Basic Relational Structure of Git Repositories

The Bones of Git

In earlier lessons, we've explored some of the basic procedures for creating and navigating a git repository; in this lesson, we'll start learning about the formal structure of a git repo, so that we can understand some of git's more advanced uses when we come to them in later lessons.

As you've already seen, the basic building block of a git repo is a revision, each of which has a unique revision hash - that long string of random-seeming characters associated with each revision visible when you do a git log. If all git did was create these snapshots of our code, it would still be pretty helpful - but git's true power comes from how it organizes these revisions, in a relational structure.
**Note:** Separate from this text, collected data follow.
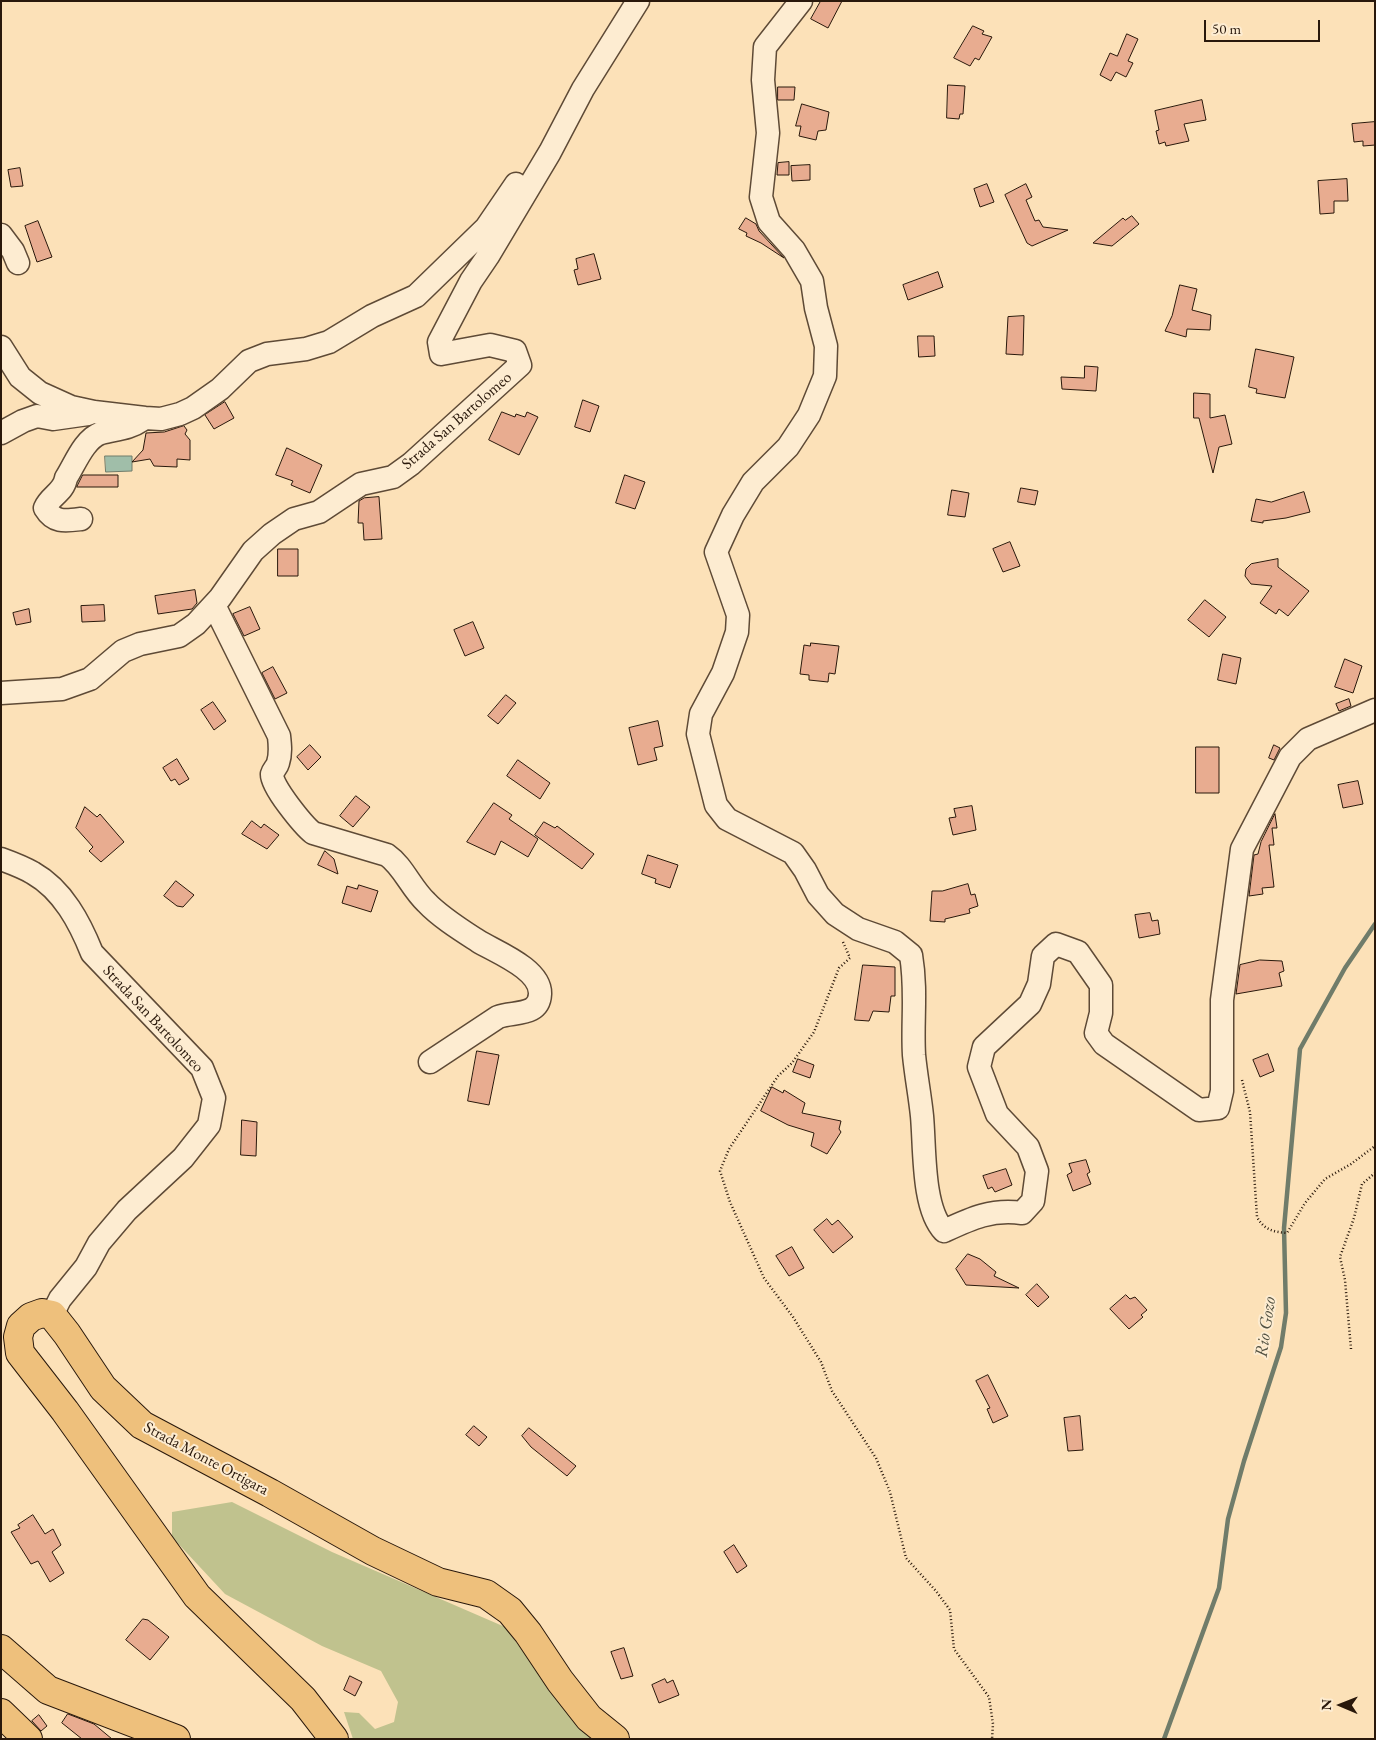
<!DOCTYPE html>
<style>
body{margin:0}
#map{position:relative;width:1376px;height:1740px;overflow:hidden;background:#fce1b8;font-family:"EB Garamond",serif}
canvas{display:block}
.frame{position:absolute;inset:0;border:2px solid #29180b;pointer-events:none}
.north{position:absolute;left:1316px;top:1680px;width:50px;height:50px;-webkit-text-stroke:4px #fdecd1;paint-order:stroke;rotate:271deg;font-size:14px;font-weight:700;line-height:20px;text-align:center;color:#29180b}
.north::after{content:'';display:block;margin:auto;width:18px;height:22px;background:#29180b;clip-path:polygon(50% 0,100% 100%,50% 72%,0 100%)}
.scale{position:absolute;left:1204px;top:20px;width:116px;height:22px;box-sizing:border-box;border:2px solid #29180b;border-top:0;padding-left:6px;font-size:15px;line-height:18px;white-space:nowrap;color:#29180b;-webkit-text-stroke:4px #fdecd1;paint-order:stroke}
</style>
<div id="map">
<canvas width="1376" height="1740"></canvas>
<div class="frame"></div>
<div class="north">N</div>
<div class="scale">50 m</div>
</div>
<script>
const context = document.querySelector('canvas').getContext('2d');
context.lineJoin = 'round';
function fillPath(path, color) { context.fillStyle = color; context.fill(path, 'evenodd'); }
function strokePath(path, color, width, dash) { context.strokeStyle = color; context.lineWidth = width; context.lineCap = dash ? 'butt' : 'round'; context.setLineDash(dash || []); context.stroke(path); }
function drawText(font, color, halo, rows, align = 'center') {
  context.font = font + ' "EB Garamond",serif'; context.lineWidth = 4; context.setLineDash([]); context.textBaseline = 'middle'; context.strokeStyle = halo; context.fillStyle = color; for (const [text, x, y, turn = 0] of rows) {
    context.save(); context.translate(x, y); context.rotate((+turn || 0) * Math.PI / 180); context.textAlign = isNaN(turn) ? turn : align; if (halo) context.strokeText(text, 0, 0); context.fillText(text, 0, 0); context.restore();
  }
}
const green = new Path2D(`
 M 232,1502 L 332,1552 L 505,1627 L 576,1724 L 599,1739 L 353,1739 L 344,1712 L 359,1713 L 375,1729 L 394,1722 L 398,1702 L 381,1671 L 322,1646 L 225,1594 L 172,1537 L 172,1512 Z`);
const water = new Path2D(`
 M 105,456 L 132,456 L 132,471 L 106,472 Z`);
const stream = new Path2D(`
 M 1164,1739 L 1219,1588 L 1228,1519 L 1244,1461 L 1281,1347 L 1286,1313 L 1284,1228 L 1300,1049 L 1345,968 L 1375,924`);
const building = new Path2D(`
 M 821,1 L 842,1 L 828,28 L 811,19 Z
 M 973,26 L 984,31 L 982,34 L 992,37 L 979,60 L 975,58 L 970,66 L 954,58 Z
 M 1127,34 L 1138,39 L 1128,61 L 1133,63 L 1126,77 L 1116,72 L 1111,81 L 1100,75 L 1110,53 L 1117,56 Z
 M 948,85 L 965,86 L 963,114 L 960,114 L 959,119 L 947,118 Z
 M 778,87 L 795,87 L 794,100 L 778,100 Z
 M 1202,100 L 1206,120 L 1184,124 L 1189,141 L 1166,146 L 1165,142 L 1159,144 L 1156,131 L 1159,130 L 1155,111 Z
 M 802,104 L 829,112 L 826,130 L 818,131 L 816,140 L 799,136 L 801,126 L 796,126 Z
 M 1375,122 L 1375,145 L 1363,146 L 1363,141 L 1354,142 L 1352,124 Z
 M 789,162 L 789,175 L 777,175 L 778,163 Z
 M 810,165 L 810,180 L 792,181 L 791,166 Z
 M 20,168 L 23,186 L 11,187 L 8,170 Z
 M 1347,179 L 1348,201 L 1334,201 L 1334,213 L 1320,214 L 1318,181 Z
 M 987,184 L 994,202 L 980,207 L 974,189 Z
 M 1026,184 L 1032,197 L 1026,200 L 1035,221 L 1039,220 L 1043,227 L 1068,230 L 1032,246 L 1027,243 L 1005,195 Z
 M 1132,216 L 1139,224 L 1112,246 L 1093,243 L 1123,218 L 1125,220 Z
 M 746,218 L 756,224 L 759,231 L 784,258 L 761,243 L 746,236 L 747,233 L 739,229 Z
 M 38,221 L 52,257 L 37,262 L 25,226 Z
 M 594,254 L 601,279 L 578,285 L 574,270 L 578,269 L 576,259 Z
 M 938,272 L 943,287 L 908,300 L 903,285 Z
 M 1180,285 L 1197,289 L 1192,310 L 1211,315 L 1210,330 L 1187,329 L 1186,337 L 1165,331 L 1172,316 Z
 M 1024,316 L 1023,355 L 1006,354 L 1008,317 Z
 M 918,336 L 934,336 L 935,356 L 919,357 Z
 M 1256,349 L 1294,357 L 1285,398 L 1256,393 L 1257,389 L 1249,387 Z
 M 1085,366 L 1098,367 L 1096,391 L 1062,389 L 1061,377 L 1084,378 Z
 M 1194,393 L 1210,394 L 1210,418 L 1225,415 L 1232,444 L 1219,447 L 1213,473 L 1199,418 L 1194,418 Z
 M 583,400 L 599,406 L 590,432 L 575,427 Z
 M 225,402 L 234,418 L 214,429 L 205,415 Z
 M 502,412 L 515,417 L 516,414 L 525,417 L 527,412 L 538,417 L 519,455 L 489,440 Z
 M 184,426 L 187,430 L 185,434 L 190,440 L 190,460 L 177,459 L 177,467 L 154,466 L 150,459 L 132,462 L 143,450 L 146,433 L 164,432 Z
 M 287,448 L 322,465 L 310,493 L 291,485 L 293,481 L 276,475 Z
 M 83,475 L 118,475 L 118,487 L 77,487 Z
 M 625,475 L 645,482 L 635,509 L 616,503 Z
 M 1021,488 L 1038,491 L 1035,505 L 1018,502 Z
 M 952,490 L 969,493 L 965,517 L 948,515 Z
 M 1304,492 L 1310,512 L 1286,518 L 1263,521 L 1263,523 L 1251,521 L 1256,499 L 1271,502 Z
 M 379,497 L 382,539 L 364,540 L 363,523 L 358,523 L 359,501 L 364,498 Z
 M 1010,542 L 1020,566 L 1003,572 L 993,549 Z
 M 278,549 L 298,549 L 298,576 L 278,576 Z
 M 1278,559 L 1278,567 L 1309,591 L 1288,616 L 1279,609 L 1276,614 L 1260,603 L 1272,586 L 1251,584 L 1245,576 L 1246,569 L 1251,564 Z
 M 195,590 L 197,603 L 192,609 L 158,614 L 155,596 Z
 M 1205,600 L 1226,617 L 1209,637 L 1188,620 Z
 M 104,605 L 105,621 L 82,622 L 81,606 Z
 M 250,607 L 260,629 L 244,636 L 233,614 Z
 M 29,609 L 31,622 L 16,625 L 13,613 Z
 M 473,622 L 484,648 L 465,656 L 454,630 Z
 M 811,643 L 839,646 L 835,674 L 829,673 L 828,682 L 809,680 L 809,675 L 800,674 L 804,645 L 810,646 Z
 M 1223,654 L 1241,658 L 1236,684 L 1218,680 Z
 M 1345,659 L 1362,666 L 1353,693 L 1335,687 Z
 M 273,667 L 287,693 L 275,699 L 262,673 Z
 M 506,695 L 516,703 L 498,724 L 488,716 Z
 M 1349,699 L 1351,706 L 1339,711 L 1336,704 Z
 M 213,702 L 226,721 L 214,730 L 201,710 Z
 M 658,721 L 663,746 L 654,748 L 657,760 L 638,765 L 629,728 Z
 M 310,745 L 321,757 L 308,770 L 297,757 Z
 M 1274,745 L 1280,748 L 1274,760 L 1269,758 Z
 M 1196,747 L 1219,747 L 1219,793 L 1196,793 Z
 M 177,759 L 189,779 L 179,785 L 175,779 L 171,781 L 163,768 Z
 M 518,760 L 550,783 L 540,799 L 507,776 Z
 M 1358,781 L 1363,804 L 1343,808 L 1338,785 Z
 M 356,796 L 370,807 L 353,827 L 340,816 Z
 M 494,803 L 512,815 L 509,819 L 538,839 L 528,857 L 501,841 L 495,855 L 467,842 Z
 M 972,806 L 976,830 L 953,835 L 949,818 L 956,817 L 954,809 Z
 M 85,807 L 97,817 L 100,814 L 124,842 L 101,862 L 89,851 L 93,847 L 76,828 Z
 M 1275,814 L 1277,828 L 1272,828 L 1274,845 L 1269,845 L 1274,887 L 1262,888 L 1263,894 L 1249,896 L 1254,855 L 1258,854 L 1261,842 Z
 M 252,821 L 261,828 L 264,824 L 279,835 L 267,849 L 242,834 Z
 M 544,822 L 555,828 L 557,826 L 594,854 L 582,869 L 535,835 Z
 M 325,851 L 334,859 L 338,874 L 318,865 Z
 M 648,855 L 678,865 L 670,888 L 655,883 L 656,879 L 642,874 Z
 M 176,881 L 194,895 L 183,907 L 177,906 L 164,896 Z
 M 968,884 L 971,895 L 975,894 L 978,906 L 969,909 L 970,913 L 945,919 L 945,922 L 930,921 L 932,891 L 942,891 Z
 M 359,885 L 378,891 L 371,912 L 342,903 L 347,886 L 357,889 Z
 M 1150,913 L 1152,921 L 1158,920 L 1160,934 L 1139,938 L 1135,915 Z
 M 1260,960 L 1282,961 L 1284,971 L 1279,973 L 1282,986 L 1236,994 L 1240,965 Z
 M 863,965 L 895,967 L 895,996 L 891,996 L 889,1012 L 873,1011 L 869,1021 L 855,1020 Z
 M 477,1051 L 499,1055 L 489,1105 L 468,1101 Z
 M 1268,1054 L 1274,1071 L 1260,1077 L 1253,1060 Z
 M 798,1059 L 814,1065 L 810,1078 L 793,1072 Z
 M 772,1087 L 783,1093 L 784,1090 L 805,1103 L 802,1113 L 841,1121 L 839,1129 L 841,1132 L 827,1154 L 811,1146 L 814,1133 L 788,1125 L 761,1111 Z
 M 242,1120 L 257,1122 L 256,1156 L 241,1155 Z
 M 1086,1160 L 1090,1172 L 1087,1174 L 1091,1184 L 1073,1191 L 1067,1175 L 1072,1172 L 1069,1164 Z
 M 1006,1169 L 1012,1185 L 995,1192 L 992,1187 L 988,1189 L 983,1176 Z
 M 827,1219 L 832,1225 L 838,1220 L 853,1237 L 833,1253 L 814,1230 Z
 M 792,1247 L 804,1268 L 789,1276 L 776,1256 Z
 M 968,1254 L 980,1259 L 996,1272 L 994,1276 L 1019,1288 L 966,1285 L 956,1269 Z
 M 1037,1284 L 1049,1297 L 1038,1307 L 1026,1295 Z
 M 1126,1295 L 1130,1299 L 1135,1297 L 1147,1310 L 1141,1315 L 1143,1317 L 1129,1329 L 1110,1309 Z
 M 988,1375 L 1008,1416 L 993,1423 L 987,1409 L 990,1408 L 976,1381 Z
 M 1080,1416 L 1083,1450 L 1068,1451 L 1064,1418 Z
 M 474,1426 L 487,1437 L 479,1446 L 466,1435 Z
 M 529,1428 L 576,1466 L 567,1476 L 531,1447 L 522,1436 Z
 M 33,1515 L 45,1534 L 53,1529 L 61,1545 L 52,1552 L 64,1573 L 50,1582 L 38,1561 L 31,1564 L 11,1532 L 20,1528 L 18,1525 Z
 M 734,1545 L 747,1566 L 737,1573 L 724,1552 Z
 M 143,1619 L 148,1620 L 169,1637 L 150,1660 L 126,1640 Z
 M 624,1648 L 633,1676 L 621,1679 L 611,1652 Z
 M 350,1676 L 362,1682 L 355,1696 L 344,1690 Z
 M 665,1679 L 667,1683 L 673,1680 L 679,1695 L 659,1703 L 652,1685 Z
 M 68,1714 L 94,1724 L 112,1739 L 82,1739 L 62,1723 Z
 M 39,1715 L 47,1726 L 41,1731 L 32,1721 Z`);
const path = new Path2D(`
 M 843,942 L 850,958 L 839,968 L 814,1032 L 792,1063 L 778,1076 L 729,1149 L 720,1171 L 730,1202 L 764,1278 L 793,1317 L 821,1362 L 832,1391 L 876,1458 L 890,1492 L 906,1558 L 936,1591 L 950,1610 L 954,1649 L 989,1697 L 993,1724 L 992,1739
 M 1242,1080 L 1250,1112 L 1257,1217 C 1264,1230 1274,1232 1287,1233 L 1305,1203 L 1325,1179 L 1351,1164 L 1375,1146
 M 1351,1349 L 1345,1280 L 1340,1257 L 1354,1218 L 1362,1184 L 1375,1173`);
const minor = new Path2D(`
 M 801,1 L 765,47 L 763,80 L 768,133 L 761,197 L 769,222 L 794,250 L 812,281 L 816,308 L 826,346 L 825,376 L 809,415 L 788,447 L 753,482 L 733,515 L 716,552 L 738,615 L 737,632 L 723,673 L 701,714 L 698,734 L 716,805 L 727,819 L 793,853 L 805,870 L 818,895 L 835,914 L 858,929 L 895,942 L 911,955 C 917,991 912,1021 914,1055 C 916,1076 920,1096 922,1116 C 925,1148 922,1208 944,1231 C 972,1218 991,1209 1022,1213 L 1033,1201 L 1037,1171 L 1028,1147 L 997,1114 L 979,1067 L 984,1047 L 1030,1004 L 1039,984 L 1043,956 L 1056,944 L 1078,952 L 1101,985 L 1101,1013 L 1096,1033 L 1104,1044 L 1199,1110 L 1218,1108 L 1222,1091 L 1222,1000 L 1242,849 L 1290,757 L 1308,739 L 1375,710
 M 1,235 L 13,251 L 18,263
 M 1,347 L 20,377 L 40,393 L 71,407 L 94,412 L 145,418 L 161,419 L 180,414 L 193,408 L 220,389 L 249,361 L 267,354 L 306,349 L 329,342 L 372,316 L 416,296 L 486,228 L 516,184
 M 1,433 L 23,421 L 37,416 L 53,419 L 88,414
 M 81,519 C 65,521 54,523 45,508 C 50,496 64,492 66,478 C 75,464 84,439 101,433 C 116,429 129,429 142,420
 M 214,605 L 279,736 C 280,745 281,754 278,763 C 277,767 273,770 272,774 C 270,785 304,826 313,833 L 387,855 C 403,866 411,888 426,902 C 440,917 461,930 478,941 C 496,952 541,969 540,994 C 539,1017 513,1011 498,1017 L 430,1062
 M 1,693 L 62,689 L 90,679 L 123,651 L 140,644 L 179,636 L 196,624 L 220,598 L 253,551 L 272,534 L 294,519 L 319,512 L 361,484 L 393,477 L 411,464 L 520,365 L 515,351 L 490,345 L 441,354 L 439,342 L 471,281 L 488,256 L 550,152 L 583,89 L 638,1
 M 1,859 C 12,863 23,867 33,873 C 63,890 80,923 92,953 L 202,1068 L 214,1098 L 209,1125 L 183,1158 L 127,1210 L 99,1243 L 86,1267 L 60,1299 L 52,1315`);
const major = new Path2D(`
 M 1,1649 L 48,1690 L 176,1739
 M 1,1713 L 28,1739
 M 334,1739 L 303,1699 L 197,1596 L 65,1411 L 20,1353 L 18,1337 L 21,1326 L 31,1317 L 42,1313 L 52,1315 L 67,1334 L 103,1388 L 142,1425 L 270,1493 L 373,1551 L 438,1582 L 486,1594 L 510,1611 L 528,1633 L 560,1681 L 589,1718 L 615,1739`);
const streetNames = [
 ["Strada San Bartolomeo",457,421,-41],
 ["Strada San Bartolomeo",153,1019,47],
 ["Strada Monte Ortigara",206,1459,28]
];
const waterNames = [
 ["Rio Gozo",1266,1327,-82]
];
fillPath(green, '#c0c28e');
fillPath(water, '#a0bea9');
strokePath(water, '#707c6a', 1);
strokePath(stream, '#707c6a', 4.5);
fillPath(building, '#e8ac90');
strokePath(building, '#29180b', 1);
strokePath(minor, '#5e4a36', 25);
strokePath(major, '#29180b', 30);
strokePath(path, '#29180b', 2.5, [1, 2.5]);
strokePath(minor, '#fdecd1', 22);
strokePath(major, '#eec07c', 28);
drawText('16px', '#29180b', '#fdecd1', streetNames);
drawText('italic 18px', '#535242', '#fdecd1', waterNames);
</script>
Git's relational structure is essentially one of inheritance - each revision is a child of at least one parent whose content is merged into the child revision (except of course the very first revision; it's created as the starting point of this little family tree). For now, let's start thinking about the simplest example of this structure: a simple chain of revisions, where each revision only inherits from the revision that came immediately before it, and is only inherited by the next revision after it:

[Rev 0]-----[Rev 1]-----[Rev 2]

In earlier lessons, this is exactly the structure you were building; every time you did git commit, another revision was getting tacked onto the chain. In git parlance, this chain is called a branch; in later lessons, as the name suggests, we'll explore how these branches can spit up and merge together, like the branches of a plant. But for now, we're just going to deal with one simple, linear chain of commits. For the curious, in a new git repo, try doing git branch; it should return * master, which indicates you are in a branch called master - that's the name git creates by default for our first chain of commits. This is just a curiosity for now, but it'll be useful to understand later.

Git has more structure than just the chain of commits, too. Every project has something called the HEAD, which is a term you've already encountered. In our simple single linear branch, HEAD is a pointer to whatever revision git thinks is supposed to be the parent of the revision that's going to come next. By default, it always points at the most recent revision in the chain:

[Rev 0]-----[Rev 1]-----[Rev 2] ^ | HEAD---------

You've already seen the first simple use of git's relational structure by way of HEAD - in the above diagram, asking for HEAD~1 refers to [Rev 1], and HEAD~2 refers to [Rev 0]; we can simply count backwards from HEAD in order to ask for earlier revisions.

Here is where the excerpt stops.